Rasulullah dan para shahabatnya bukanlah figur-figur yang selalu bertudung nikmat duniawi. Bahkan seringkali tungku dapur beliau sendiri hanya berasap beberapa kali saja dalam seminggu, sebagaimana kesaksian Ummul Mu’minin ‘Aisyah Ra, yang mengatakan bahwa acapkali dalam tiga hari yang ada hanya air dan sedikit kurma. Kita dengar pula bahwa beliau tidak pernah kenyang selama dua hari berturut-turut.
Dan ketika wafat, beliau tidak meninggalkan apa pun kecuali hanya sebuah pedang, seekor keledai dan tanah yang sudah diwaqafkan pula. Tidur beliau pun hanya beralas kulit yang disamak. Acapkali tidur di atas tikar daun kurma hingga ketika bangun tampak guratan-guratan di tubuhnya.
Sering pula tidur malam dalam keadaan lapar, namun paginya tidak terhalang untuk berpuasa. Padahal jika saja beliau berkehendak untuk bernikmat-nikmat di dunia ini, semuanya akan terwujud. Itulah zuhud Rasulullah Saw, sehingga ‘Aisyah pernah mengatakan:
“Seringkali perut Rasulullah aku usap sedemikian rupa, tiada lain karena kulihat beliau tampak lapar. Ketika itu aku pun mengatakan:
“Diri ini rela menjadi tebusanmu wahai Rasulullah. Alangkah baiknya jikalau engkau mempunyai bekal yang cukup untuk makan kita sehari-hari. Namun beliau menjawab:
“Untuk apa aku bersusah payah mengurusi dunia. Bagaimana jika aku bersandingan dengan para Ulul ‘Azmi dan para Rasul yang lain di akhirat nanti?. Mereka telah berlaku begitu sabar dalam menghadapi kesulitan perjuangan melebihi apa yang aku alami. Terbukti mereka bisa lolos dan menghadap Allah dengan membawa kemuliaan yang besar. Aku akan malu jika saja bahagianku di akhirat nanti lebih sedikit dari pada mereka. Padahal harapan terbesar yang selama ini menjadi cita-citaku adalah bisa berdiri sama tinggi dan duduk pun sama rendah dengan mereka itu.”

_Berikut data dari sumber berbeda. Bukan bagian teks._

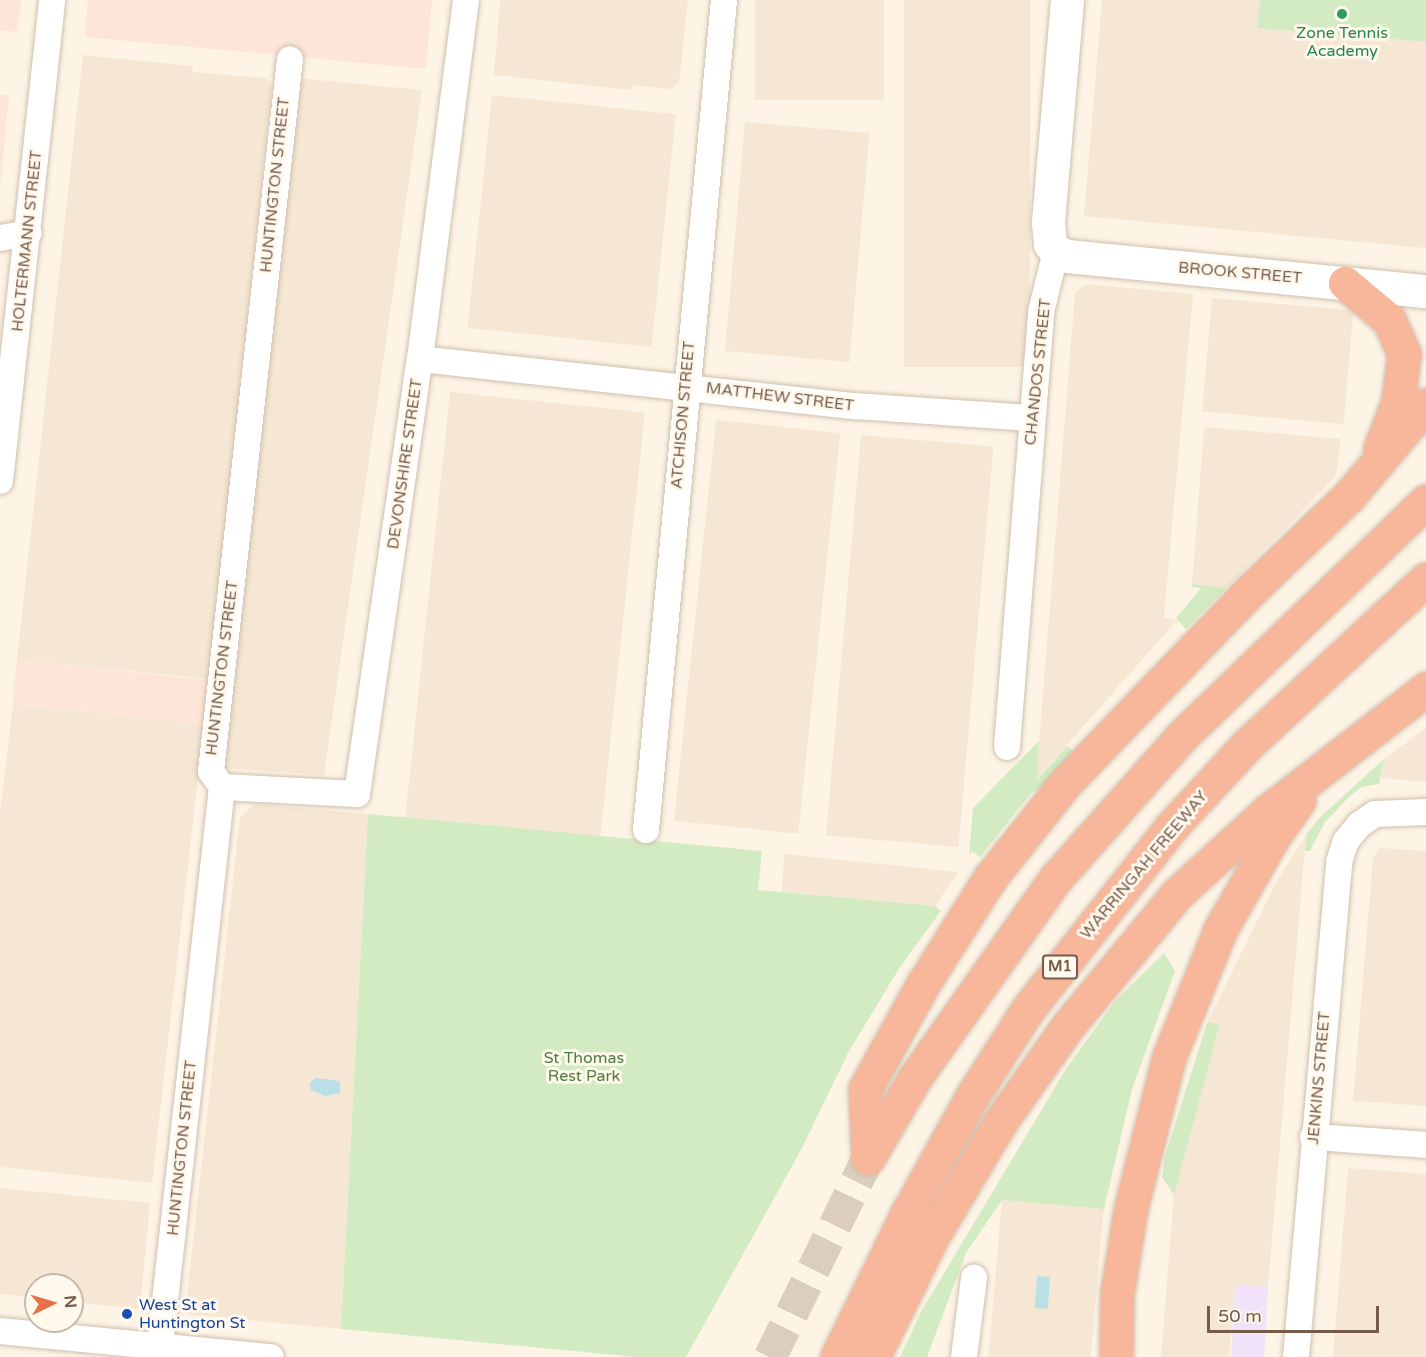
<!DOCTYPE html>
<html>
<head>
<meta charset="utf-8">
<style>
	body { margin:0 }
	#map { position:relative; width:1426px; height:1357px; overflow:hidden; background:#fdf4e5; font-family:"Varela Round",sans-serif }
	div>[style] { position:absolute }
	.residential>* { inset:0; background:#f5e7d4; transform-origin:0 0 }
	.commercial>* { inset:0; background:#fde5d9; transform-origin:0 0 }
	.education>* { inset:0; background:#f1e2f9; transform-origin:0 0 }
	.green>* { inset:0; background:#d2ebc3 }
	.water>* { inset:0; background:#b9dfe7; transform-origin:0 0 }
	.highway-tunnel>* { height:33px; margin-top:-16.5px; transform-origin:0; background:repeating-linear-gradient(90deg,#dccebe 0 33px,transparent 0 49px) }
	.roads { filter:drop-shadow(0 0 2px #d1bfae) drop-shadow(0 0 2px #d1bfae) }
	.street>* { height:26px; margin:-13px; padding:0 13px; transform-origin:13px; border-radius:13px; background:#fff }
	.secondary>* { height:33px; margin:-16.5px; padding:0 16.5px; transform-origin:16.5px; border-radius:16.5px; background:#fff }
	.highway>* { height:33px; margin:-16.5px; padding:0 16.5px; transform-origin:16.5px; border-radius:16.5px; background:#f8b69b }
	.dots>* { width:16px; height:16px; translate:-50% -50%; box-sizing:border-box; border:3px solid #fff8ec; border-radius:50% }
	span { translate:-50% -50%; white-space:nowrap; text-align:center; line-height:1.15; -webkit-text-stroke:6px #fff8ec; paint-order:stroke }
	.shield-label span { padding:2px 4px; background:#fff8ec; border:2px solid; border-radius:4px; -webkit-text-stroke-width:0 }
	.shield-label { font-size:15px; color:#775b4a; font-weight:700 }
	.leisure-label { font-size:16px; color:#27864d }
	.street-label { font-size:16px; color:#775b4a }
	.park-label { font-size:16px; color:#517d41 }
	.transit-label { font-size:16px; color:#164399 }
	.left { translate:0 -50%; text-align:left }
	.north { position:absolute; left:24px; top:1273px; width:60px; height:60px; box-sizing:border-box; background:#fff8ec; border:2px solid #c9b9ab; border-radius:50%; rotate:85deg; font-size:16px; font-weight:700; line-height:24px; text-align:center; color:#775b4a }
	.north::after { content:''; display:block; margin:auto; width:21px; height:27px; background:#e97148; clip-path:polygon(50% 0,100% 100%,50% 72%,0 100%) }
	.scale { position:absolute; left:1207px; top:1306px; width:172px; height:27px; box-sizing:border-box; border:3px solid #775b4a; border-top:0; padding-left:8px; font-size:18px; line-height:21px; white-space:nowrap; color:#775b4a; -webkit-text-stroke:4px #fff8ec; paint-order:stroke }
</style>
</head>
<body>
<div id="map">
	<div class="residential">
		<i style="clip-path:polygon(500px 0,688px 0,679px 82px,672px 89px,632px 85px,630px 90px,494px 75px)"></i>
		<i style="left:755px;top:0;width:129px;height:100px"></i>
		<i style="left:904px;top:0;width:126px;height:367px"></i>
		<i style="clip-path:polygon(1102px 0,1260px 0,1258px 28px,1426px 42px,1426px 248px,1084px 216px)"></i>
		<i style="clip-path:polygon(83px 55px,193px 66px,192px 72px,266px 78px,272px 85px,209px 679px,17px 660px)"></i>
		<i style="clip-path:polygon(297px 78px,422px 90px,324px 775px,219px 768px)"></i>
		<i style="left:492px;top:95px;width:185px;height:234px;rotate:6deg"></i>
		<i style="left:745px;top:122px;width:125px;height:230px;rotate:5deg"></i>
		<i style="clip-path:polygon(1085px 284px,1193px 294px,1164px 617px,1177px 620px,1036px 780px,1075px 293px)"></i>
		<i style="left:1212px;top:298px;width:142px;height:114px;rotate:5deg"></i>
		<i style="left:450px;top:392px;width:196px;height:428px;rotate:6deg"></i>
		<i style="left:716px;top:420px;width:125px;height:403px;rotate:6deg"></i>
		<i style="clip-path:polygon(1204px 427px,1341px 439px,1336px 476px,1227px 588px,1192px 584px)"></i>
		<i style="left:861px;top:435px;width:133px;height:402px;rotate:5deg"></i>
		<i style="clip-path:polygon(13px 704px,204px 724px,152px 1183px,0 1167px,0 814px)"></i>
		<i style="clip-path:polygon(1426px 728px,1426px 782px,1381px 778px,1384px 759px)"></i>
		<i style="clip-path:polygon(255px 804px,368px 814px,341px 1329px,185px 1314px,240px 817px)"></i>
		<i style="clip-path:polygon(1306px 835px,1268px 1287px,1235px 1286px,1229px 1357px,1161px 1357px,1175px 1180px,1220px 1024px,1207px 1023px,1275px 884px)"></i>
		<i style="clip-path:polygon(1380px 848px,1426px 851px,1426px 1106px,1353px 1101px,1373px 858px)"></i>
		<i style="clip-path:polygon(784px 854px,958px 872px,935px 906px,782px 892px)"></i>
		<i style="clip-path:polygon(1348px 1168px,1426px 1174px,1426px 1357px,1333px 1357px)"></i>
		<i style="clip-path:polygon(0 1188px,150px 1203px,140px 1309px,72px 1302px,72px 1285px,36px 1285px,36px 1298px,0 1294px)"></i>
		<i style="left:1002px;top:1200px;width:102px;height:158px;rotate:5deg"></i>
	</div>
	<div class="commercial">
		<i style="clip-path:polygon(0 0,21px 0,17px 32px,0 30px)"></i>
		<i style="clip-path:polygon(88px 0,432px 0,426px 69px,85px 37px)"></i>
		<i style="clip-path:polygon(0 95px,9px 95px,0 188px)"></i>
		<i style="left:17px;top:660px;width:193px;height:44px;rotate:6deg"></i>
	</div>
	<div class="education">
		<i style="left:1235px;top:1285px;width:33px;height:72px;rotate:3deg"></i>
	</div>
	<div class="green">
		<i style="clip-path:polygon(1260px 0,1426px 0,1426px 42px,1257px 28px)"></i>
		<i style="clip-path:polygon(1192px 584px,1227px 588px,1186px 629px,1176px 618px,1201px 588px,1192px 587px)"></i>
		<i style="clip-path:polygon(1039px 741px,1037px 780px,1067px 746px,1075px 753px,1046px 786px,1032px 792px,980px 857px,972px 851px,969px 857px,973px 808px)"></i>
		<i style="clip-path:polygon(1384px 759px,1379px 784px,1361px 787px,1347px 799px,1325px 822px,1310px 851px,1305px 851px,1306px 835px,1318px 819px)"></i>
		<i style="clip-path:polygon(368px 814px,762px 851px,758px 890px,935px 906px,941px 911px,900px 967px,848px 1053px,802px 1148px,686px 1357px,637px 1357px,341px 1329px)"></i>
		<i style="clip-path:polygon(1164px 953px,1175px 971px,1132px 1089px,1104px 1209px,1002px 1200px,966px 1253px,927px 1357px,900px 1357px,922px 1310px,1066px 1069px,1115px 1001px)"></i>
		<i style="clip-path:polygon(1207px 1023px,1220px 1023px,1174px 1195px,1162px 1177px,1165px 1156px)"></i>
	</div>
	<div class="water">
		<i style="clip-path:polygon(315px 1078px,340px 1081px,340px 1093px,325px 1096px,311px 1090px,310px 1083px)"></i>
		<i style="left:1037px;top:1276px;width:13px;height:32px;rotate:4deg"></i>
	</div>
	<div class="highway-tunnel">
		<i style="left:770px;top:1357px;width:222px;rotate:-63.8deg"></i>
	</div>
	<div class="roads">
		<div class="street">
			<i style="left:0;top:238px;width:29px;rotate:-10deg"></i>
			<i style="left:420px;top:359px;width:438px;rotate:6.2deg"></i>
			<i style="left:855px;top:406px;width:177px;rotate:3.9deg"></i>
			<i style="left:0;top:481px;width:484px;rotate:-83.8deg"></i>
			<i style="left:1007px;top:747px;width:436px;rotate:-85.5deg"></i>
			<i style="left:1041px;top:312px;width:63px;rotate:-76.2deg"></i>
			<i style="left:222px;top:787px;width:135px;rotate:3deg"></i>
			<i style="left:357px;top:794px;width:440px;rotate:-81.8deg"></i>
			<i style="left:420px;top:359px;width:362px;rotate:-82.7deg"></i>
			<i style="left:646px;top:830px;width:834px;rotate:-84.63deg"></i>
			<i style="left:1313px;top:1137px;width:113px;rotate:4deg"></i>
			<i style="left:0;top:1331px;width:272px;rotate:5.5deg"></i>
			<i style="left:160px;top:1346px;width:562px;rotate:-83.67deg"></i>
			<i style="left:222px;top:787px;width:19px;rotate:-125deg"></i>
			<i style="left:211px;top:771px;width:716px;rotate:-83.67deg"></i>
			<i style="left:964px;top:1357px;width:80px;rotate:-82.8deg"></i>
			<i style="left:1296px;top:1357px;width:497px;rotate:-85deg"></i>
			<i style="left:1339px;top:862px;width:22px;rotate:-72deg"></i>
			<i style="left:1346px;top:841px;width:21px;rotate:-51deg"></i>
			<i style="left:1359px;top:825px;width:19px;rotate:-35deg"></i>
			<i style="left:1375px;top:814px;width:51px;rotate:-2.2deg"></i>
		</div>
		<div class="secondary">
			<i style="left:1067px;top:0;width:223px;rotate:94.9deg"></i>
			<i style="left:1048px;top:222px;width:22px;rotate:85deg"></i>
			<i style="left:1050px;top:244px;width:9px;rotate:49deg"></i>
			<i style="left:1056px;top:251px;width:12px;rotate:24deg"></i>
			<i style="left:1067px;top:256px;width:361px;rotate:5.6deg"></i>
		</div>
		<div class="highway">
			<i style="left:1345px;top:283px;width:57px;rotate:40.1deg"></i>
			<i style="left:1389px;top:320px;width:37px;rotate:66deg"></i>
			<i style="left:1404px;top:354px;width:48px;rotate:97.1deg"></i>
			<i style="left:1398px;top:402px;width:50px;rotate:111deg"></i>
			<i style="left:868px;top:1158px;width:69px;rotate:-92.5deg"></i>
			<i style="left:865px;top:1089px;width:120px;rotate:-61.1deg"></i>
			<i style="left:923px;top:984px;width:125px;rotate:-57.7deg"></i>
			<i style="left:990px;top:878px;width:124px;rotate:-51.6deg"></i>
			<i style="left:1067px;top:781px;width:265px;rotate:-46.1deg"></i>
			<i style="left:1251px;top:590px;width:134px;rotate:-43.8deg"></i>
			<i style="left:1348px;top:497px;width:121px;rotate:-49.7deg"></i>
			<i style="left:868px;top:1158px;width:91px;rotate:-59.8deg"></i>
			<i style="left:914px;top:1079px;width:246px;rotate:-54.8deg"></i>
			<i style="left:1056px;top:878px;width:188px;rotate:-48.4deg"></i>
			<i style="left:1181px;top:737px;width:340px;rotate:-43.9deg"></i>
			<i style="left:837px;top:1357px;width:159px;rotate:-63.9deg"></i>
			<i style="left:907px;top:1214px;width:136px;rotate:-61deg"></i>
			<i style="left:973px;top:1095px;width:102px;rotate:-57.4deg"></i>
			<i style="left:1028px;top:1009px;width:233px;rotate:-51.8deg"></i>
			<i style="left:1172px;top:826px;width:110px;rotate:-47.2deg"></i>
			<i style="left:1247px;top:745px;width:244px;rotate:-42.8deg"></i>
			<i style="left:873px;top:1357px;width:134px;rotate:-63.8deg"></i>
			<i style="left:932px;top:1237px;width:135px;rotate:-59.3deg"></i>
			<i style="left:1001px;top:1121px;width:115px;rotate:-54.9deg"></i>
			<i style="left:1067px;top:1027px;width:173px;rotate:-50.4deg"></i>
			<i style="left:1177px;top:894px;width:123px;rotate:-42.4deg"></i>
			<i style="left:1268px;top:811px;width:200px;rotate:-37.7deg"></i>
			<i style="left:1116px;top:1357px;width:63px;rotate:-89.1deg"></i>
			<i style="left:1117px;top:1294px;width:88px;rotate:-80.9deg"></i>
			<i style="left:1131px;top:1207px;width:155px;rotate:-75.8deg"></i>
			<i style="left:1169px;top:1057px;width:137px;rotate:-68.1deg"></i>
			<i style="left:1220px;top:930px;width:107px;rotate:-60.3deg"></i>
			<i style="left:1273px;top:837px;width:45px;rotate:-54.9deg"></i>
		</div>
	</div>
	<div class="dots">
		<i style="left:1342px;top:14px;background:#2e9e5b"></i>
		<i style="left:127px;top:1314px;background:#1a4fb4"></i>
	</div>
	<div class="shield-label">
		<span style="left:1060px;top:967px">M1</span>
	</div>
	<div class="leisure-label">
		<span style="left:1342px;top:42px">Zone Tennis<br>Academy</span>
	</div>
	<div class="street-label">
		<span style="left:275px;top:185px;rotate:-84deg">HUNTINGTON STREET</span>
		<span style="left:27px;top:241px;rotate:-84deg">HOLTERMANN STREET</span>
		<span style="left:1240px;top:273px;rotate:5deg">BROOK STREET</span>
		<span style="left:1038px;top:372px;rotate:-84deg">CHANDOS STREET</span>
		<span style="left:780px;top:397px;rotate:7deg">MATTHEW STREET</span>
		<span style="left:683px;top:415px;rotate:-85deg">ATCHISON STREET</span>
		<span style="left:405px;top:464px;rotate:-82deg">DEVONSHIRE STREET</span>
		<span style="left:222px;top:668px;rotate:-83deg">HUNTINGTON STREET</span>
		<span style="left:1144px;top:865px;rotate:-50deg">WARRINGAH FREEWAY</span>
		<span style="left:1319px;top:1078px;rotate:-85deg">JENKINS STREET</span>
		<span style="left:182px;top:1148px;rotate:-84deg">HUNTINGTON STREET</span>
	</div>
	<div class="park-label">
		<span style="left:584px;top:1067px">St Thomas<br>Rest Park</span>
	</div>
	<div class="transit-label">
		<span class="left" style="left:139px;top:1314px">West St at<br>Huntington St</span>
	</div>
	<div class="north">N</div>
	<div class="scale">50 m</div>
</div>
</body>
</html>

Bandingkanlah dengan keadaan kita, seringkali perut ini selalu penuh sehingga jarang sekali meraskan pahitnya lapar. Padahal sebagaimana sabda Rasulullah bahwa seluruh penyakit itu sebagian banyak tersebab dari akibat makanan, sehingga Rasulullah selalu berusaha agar perut tidak penuh, dimana tindakannya itu berdampak positif terhadap kesehatan tubuhnya. Beliau tidak pernah sakit terkecuali sekali saja menjelang wafatnya.
Herannya, Islam menyebar sedemikian hebat di masa beliau, shahabat dan tabi’in melalui figur-figur yang sering kelaparan, namun hati mereka betul-betul bagaikan baja dalam siap memperjuangkan kebenaran.
Acapkali Rasulullah beserta para shahabatnya kehabisan makanan, dan seakan tidak berdaya menghadapi situasai yang tidak kondusif itu. Namun sering pula beliau mendapat bantuan Tuhan berupa mu’jizat hingga makanan yang sedikit dapat mencukupi berpuluh-puluh orang. Di antaranya apa yang disebutkan oleh shahabat Jabir ketika mengerjakan penggalian parit menjelang perang Khandak. Ia bertutur demikian :
“Ketika kami menggali parit menjelang perang Khandak, penggalian yang menjadi bagian kami terhalang oleh batu hitam yang begitu besar sehingga kelancaran kerja kami terganggu. Maka segera saja kami melapor kepada Rasulullah Saw. Secepat itu pula beliau turun sendiri mengatasi batu itu, padahal perut beliau tampak kempis hingga diganjal sebuah batu yang dililit dengan kain. Tiga hari tiga malam perut kami tidak terisi makanan.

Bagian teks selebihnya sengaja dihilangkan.